For example, an AI assistant connected to a strain database should not be allowed to convert any natural-language request directly into executable database actions. The system should enforce read-only access when possible, validate queries, restrict which tables and columns are accessible, and require human approval for sensitive actions. The model should never be treated as a trusted actor simply because it produces fluent text.
Biosecurity has to be engineered into the workflow.
Openness versus control
The most difficult part of this discussion is that both sides have valid arguments.
Open science has been essential for biology. Public databases, open-source tools, preprints, shared protocols and collaborative infrastructures have made modern bioinformatics possible. Excessive restriction would slow research, disadvantage smaller laboratories and concentrate capabilities in a few large organisations.
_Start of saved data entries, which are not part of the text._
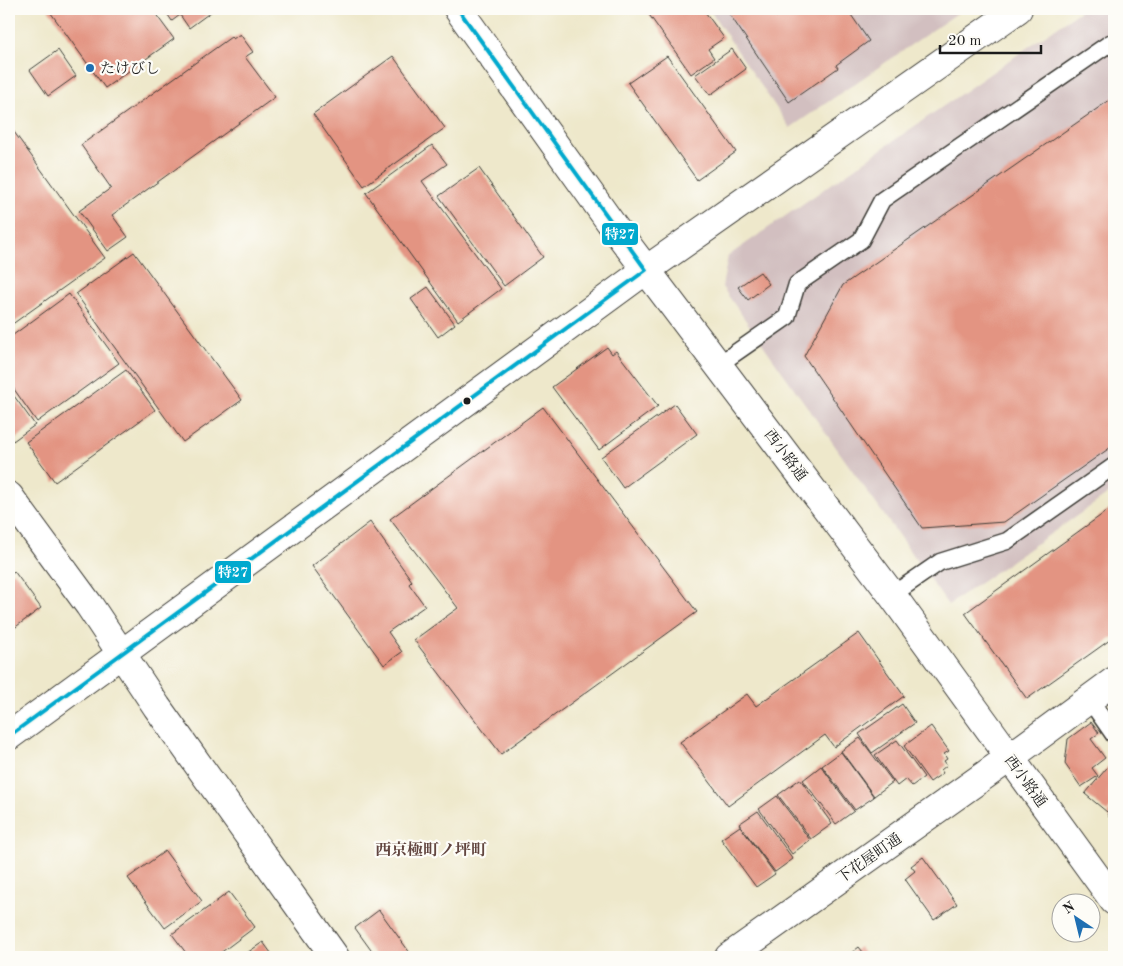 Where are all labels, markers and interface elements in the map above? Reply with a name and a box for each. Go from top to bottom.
scale bar [940,22,1042,54]
text: 20 m [948,34,982,49]
place label: たけびし [100,60,160,77]
marker: たけびし [84,62,96,74]
line badge: 特27 [601,222,639,246]
text: 特27 [605,227,635,242]
unlabelled marker [462,396,472,406]
street label: 西小路通 [761,426,810,484]
line badge: 特27 [214,560,252,584]
text: 特27 [218,565,248,580]
street label: 西小路通 [1001,752,1050,811]
street label: 下花屋町通 [834,830,905,887]
district label: 西京極町ノ坪町 [375,841,487,859]
north arrow [1050,894,1100,944]
text: N [1061,899,1078,917]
Complete openness is no longer neutral when AI can aggregate, interpret and operationalise knowledge at scale. The OECD identifies biosecurity, biosafety, data supply chains and human oversight as key governance implications in the convergence of synthetic biology, AI and automation [3].
So the debate should not be “open versus closed”. It should be about layered access.
Low-risk educational and analytical use should remain accessible. Sensitive datasets, high-risk biological capabilities, automation hooks and operationally enabling outputs should require stronger controls.
A practical compromise: biosecurity-by-design
A workable approach is biosecurity-by-design.
This means that AI systems for biotechnology should be designed from the outset with security, traceability and resistance to misuse as core requirements. The goal is not to block legitimate science, but to make the system context-aware.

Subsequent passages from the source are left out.